Nayana Malhotra, Neurocouture (2016) (all images courtesy Nayana Malhotra/Neurocouture)
The animated GIF is the internet’s handiest shorthand for expressing complex emotions. With GIF-obsessed fashion designer Nayana Malhotra’s new experiment, called Neurocouture, you can now wear your animated emotions on your sleeve, literally. Malhotra combines projection mapping, brainwave-reading EEG devices, and GIFs — of stripy op-art, pixelated skulls, Donald Trump’s pukey face — to make clothing that visualizes its wearer’s emotions in real time. Think of it as a high-tech, high-fashion mood ring.
The concept pushes the idea of fashion as self-expression to its most literal extreme. Without a projection mapper, these garments are plain white cloak-like parkas. But they’re equipped with those consumer-grade EEG devices that measure the wearer’s biodata. A nearby computer analyzes that data and sorts it into basic moods — love, anger, and sadness — then matches it to an appropriate GIF. A projection mapper, on the runway, projects the GIF onto the parka’s fabric, turning it into a responsive video screen. Imagine a sad James Van Der Beek with the sad James Van Der Beek GIF looping on his jacket and you start to realize the possibilities.

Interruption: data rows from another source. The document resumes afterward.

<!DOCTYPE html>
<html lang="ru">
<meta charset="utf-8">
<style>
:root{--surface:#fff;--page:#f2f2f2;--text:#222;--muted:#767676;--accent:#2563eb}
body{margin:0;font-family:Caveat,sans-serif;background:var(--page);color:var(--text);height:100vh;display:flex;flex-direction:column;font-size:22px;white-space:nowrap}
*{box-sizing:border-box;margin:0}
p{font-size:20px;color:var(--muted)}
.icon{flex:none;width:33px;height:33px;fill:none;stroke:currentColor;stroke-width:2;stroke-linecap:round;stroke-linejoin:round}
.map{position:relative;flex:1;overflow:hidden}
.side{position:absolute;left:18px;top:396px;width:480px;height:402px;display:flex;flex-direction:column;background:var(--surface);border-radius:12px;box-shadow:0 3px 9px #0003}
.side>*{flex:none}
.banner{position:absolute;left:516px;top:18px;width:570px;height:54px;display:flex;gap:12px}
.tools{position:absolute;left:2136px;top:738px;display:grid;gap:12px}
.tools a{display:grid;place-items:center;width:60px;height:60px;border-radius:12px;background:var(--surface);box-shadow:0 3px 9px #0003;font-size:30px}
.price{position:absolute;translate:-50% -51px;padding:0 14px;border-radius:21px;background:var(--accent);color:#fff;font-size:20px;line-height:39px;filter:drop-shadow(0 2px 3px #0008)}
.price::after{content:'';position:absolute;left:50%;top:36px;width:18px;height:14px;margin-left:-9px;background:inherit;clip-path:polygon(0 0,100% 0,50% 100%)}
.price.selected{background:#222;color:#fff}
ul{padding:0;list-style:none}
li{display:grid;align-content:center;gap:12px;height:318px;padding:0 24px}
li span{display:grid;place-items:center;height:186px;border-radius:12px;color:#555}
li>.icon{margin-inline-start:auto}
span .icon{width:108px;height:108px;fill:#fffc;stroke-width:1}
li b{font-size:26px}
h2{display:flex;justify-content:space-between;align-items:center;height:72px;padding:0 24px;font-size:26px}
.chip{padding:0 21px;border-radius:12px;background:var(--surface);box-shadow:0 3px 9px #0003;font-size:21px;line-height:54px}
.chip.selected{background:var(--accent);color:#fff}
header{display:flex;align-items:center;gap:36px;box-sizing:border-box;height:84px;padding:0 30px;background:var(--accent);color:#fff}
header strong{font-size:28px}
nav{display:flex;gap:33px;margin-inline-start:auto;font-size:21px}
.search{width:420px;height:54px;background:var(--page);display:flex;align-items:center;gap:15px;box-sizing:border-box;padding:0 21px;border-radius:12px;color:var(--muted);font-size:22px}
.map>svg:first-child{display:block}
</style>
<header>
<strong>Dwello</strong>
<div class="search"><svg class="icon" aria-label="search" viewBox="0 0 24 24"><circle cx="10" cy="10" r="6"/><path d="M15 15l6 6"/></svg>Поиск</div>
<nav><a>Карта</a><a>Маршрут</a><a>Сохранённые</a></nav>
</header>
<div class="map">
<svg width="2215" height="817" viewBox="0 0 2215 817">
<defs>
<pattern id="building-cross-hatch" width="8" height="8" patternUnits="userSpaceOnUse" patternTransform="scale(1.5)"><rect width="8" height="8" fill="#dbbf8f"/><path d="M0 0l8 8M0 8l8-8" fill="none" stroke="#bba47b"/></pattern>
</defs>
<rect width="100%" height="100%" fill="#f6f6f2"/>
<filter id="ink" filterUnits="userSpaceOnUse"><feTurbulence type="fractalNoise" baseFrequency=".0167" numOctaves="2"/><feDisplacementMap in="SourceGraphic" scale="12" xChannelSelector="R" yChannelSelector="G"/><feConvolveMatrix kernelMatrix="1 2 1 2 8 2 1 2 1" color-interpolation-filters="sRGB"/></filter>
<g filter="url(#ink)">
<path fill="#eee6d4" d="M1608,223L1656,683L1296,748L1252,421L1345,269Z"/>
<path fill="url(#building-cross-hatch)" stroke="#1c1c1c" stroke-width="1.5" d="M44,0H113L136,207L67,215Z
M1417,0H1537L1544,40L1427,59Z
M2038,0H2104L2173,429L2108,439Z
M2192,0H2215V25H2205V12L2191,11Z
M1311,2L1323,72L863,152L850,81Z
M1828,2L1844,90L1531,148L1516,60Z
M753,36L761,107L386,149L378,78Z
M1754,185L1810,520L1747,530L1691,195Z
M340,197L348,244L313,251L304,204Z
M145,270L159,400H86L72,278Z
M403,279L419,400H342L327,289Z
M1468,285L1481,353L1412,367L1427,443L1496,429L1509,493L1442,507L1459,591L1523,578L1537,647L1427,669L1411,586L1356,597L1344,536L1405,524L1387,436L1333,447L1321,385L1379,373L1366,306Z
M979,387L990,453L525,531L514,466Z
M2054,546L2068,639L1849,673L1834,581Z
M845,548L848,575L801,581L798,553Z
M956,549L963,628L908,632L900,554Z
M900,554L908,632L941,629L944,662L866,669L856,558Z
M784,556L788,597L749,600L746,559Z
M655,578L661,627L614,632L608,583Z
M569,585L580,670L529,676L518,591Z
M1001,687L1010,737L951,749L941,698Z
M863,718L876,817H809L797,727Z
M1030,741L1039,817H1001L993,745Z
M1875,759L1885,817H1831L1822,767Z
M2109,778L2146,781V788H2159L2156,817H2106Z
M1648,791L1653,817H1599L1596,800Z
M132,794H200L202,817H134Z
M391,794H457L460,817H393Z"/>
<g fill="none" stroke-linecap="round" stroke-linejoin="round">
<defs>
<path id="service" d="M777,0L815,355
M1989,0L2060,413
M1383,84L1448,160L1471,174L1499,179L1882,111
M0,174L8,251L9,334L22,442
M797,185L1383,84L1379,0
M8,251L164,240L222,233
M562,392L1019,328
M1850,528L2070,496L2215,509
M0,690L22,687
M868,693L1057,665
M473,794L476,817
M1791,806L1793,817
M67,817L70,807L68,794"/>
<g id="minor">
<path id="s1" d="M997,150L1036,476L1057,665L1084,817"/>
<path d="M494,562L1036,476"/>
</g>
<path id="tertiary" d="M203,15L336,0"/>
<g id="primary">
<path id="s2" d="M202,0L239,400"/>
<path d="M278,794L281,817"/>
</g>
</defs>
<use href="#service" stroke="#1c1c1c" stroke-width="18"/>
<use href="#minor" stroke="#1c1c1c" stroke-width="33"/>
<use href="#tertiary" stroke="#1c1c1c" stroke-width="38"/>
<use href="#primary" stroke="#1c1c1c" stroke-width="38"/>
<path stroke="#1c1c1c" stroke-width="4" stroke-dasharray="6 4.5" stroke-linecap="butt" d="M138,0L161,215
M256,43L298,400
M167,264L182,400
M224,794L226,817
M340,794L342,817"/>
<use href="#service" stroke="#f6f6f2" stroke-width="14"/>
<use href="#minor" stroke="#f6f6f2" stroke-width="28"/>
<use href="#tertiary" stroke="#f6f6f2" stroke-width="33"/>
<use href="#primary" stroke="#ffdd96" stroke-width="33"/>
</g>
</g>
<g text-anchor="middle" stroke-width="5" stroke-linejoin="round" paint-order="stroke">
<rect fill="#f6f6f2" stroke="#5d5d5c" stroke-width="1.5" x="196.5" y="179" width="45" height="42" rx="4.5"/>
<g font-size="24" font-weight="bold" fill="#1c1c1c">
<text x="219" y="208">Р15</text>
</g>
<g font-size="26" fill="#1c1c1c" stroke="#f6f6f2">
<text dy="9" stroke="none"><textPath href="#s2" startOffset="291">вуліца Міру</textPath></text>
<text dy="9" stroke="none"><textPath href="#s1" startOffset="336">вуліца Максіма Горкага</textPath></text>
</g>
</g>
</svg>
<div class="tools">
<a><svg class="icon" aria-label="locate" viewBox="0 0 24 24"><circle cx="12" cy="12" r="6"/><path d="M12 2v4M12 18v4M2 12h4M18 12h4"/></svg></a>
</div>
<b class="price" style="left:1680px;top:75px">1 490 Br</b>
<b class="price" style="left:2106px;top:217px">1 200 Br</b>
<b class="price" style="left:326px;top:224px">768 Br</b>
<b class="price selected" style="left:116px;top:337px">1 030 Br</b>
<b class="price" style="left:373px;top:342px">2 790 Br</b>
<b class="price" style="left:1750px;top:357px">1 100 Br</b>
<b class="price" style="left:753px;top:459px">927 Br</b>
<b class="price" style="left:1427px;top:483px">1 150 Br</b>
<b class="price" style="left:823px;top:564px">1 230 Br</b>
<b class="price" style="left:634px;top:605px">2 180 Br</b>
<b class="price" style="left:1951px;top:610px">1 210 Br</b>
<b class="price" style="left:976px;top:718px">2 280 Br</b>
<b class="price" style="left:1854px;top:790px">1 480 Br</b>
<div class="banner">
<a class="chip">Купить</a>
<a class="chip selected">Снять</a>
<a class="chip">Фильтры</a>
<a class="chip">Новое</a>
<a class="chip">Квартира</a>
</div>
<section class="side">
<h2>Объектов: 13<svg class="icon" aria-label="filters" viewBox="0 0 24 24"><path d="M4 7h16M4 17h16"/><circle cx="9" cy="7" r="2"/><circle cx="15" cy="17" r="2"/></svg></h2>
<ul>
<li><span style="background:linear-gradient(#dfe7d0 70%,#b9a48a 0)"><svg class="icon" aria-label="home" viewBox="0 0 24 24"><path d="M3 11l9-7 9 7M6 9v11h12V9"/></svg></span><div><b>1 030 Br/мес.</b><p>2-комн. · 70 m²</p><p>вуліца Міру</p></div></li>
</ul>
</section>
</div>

Malhotra is far from the only designer playing with animated textiles and fabrics that visualize our biodata. Her designs bring to mind those of London-based fashion/tech company CuteCircuit, which makes dresses equipped with LED lights that change color, glow in the dark, and play video loops based on a smartphone app.
Neurocouture is an example of wearable tech at its most artful and, so far, least practical. The collection recently debuted as part of VFiles‘s show at New York Fashion Week and is still in conceptual prototype stages. But the more designers experiment at the intersection of fashion and tech, the closer we get to the strange day when our clothing reads our minds and doubles as TV screens, à la Teletubbies’ stomachs.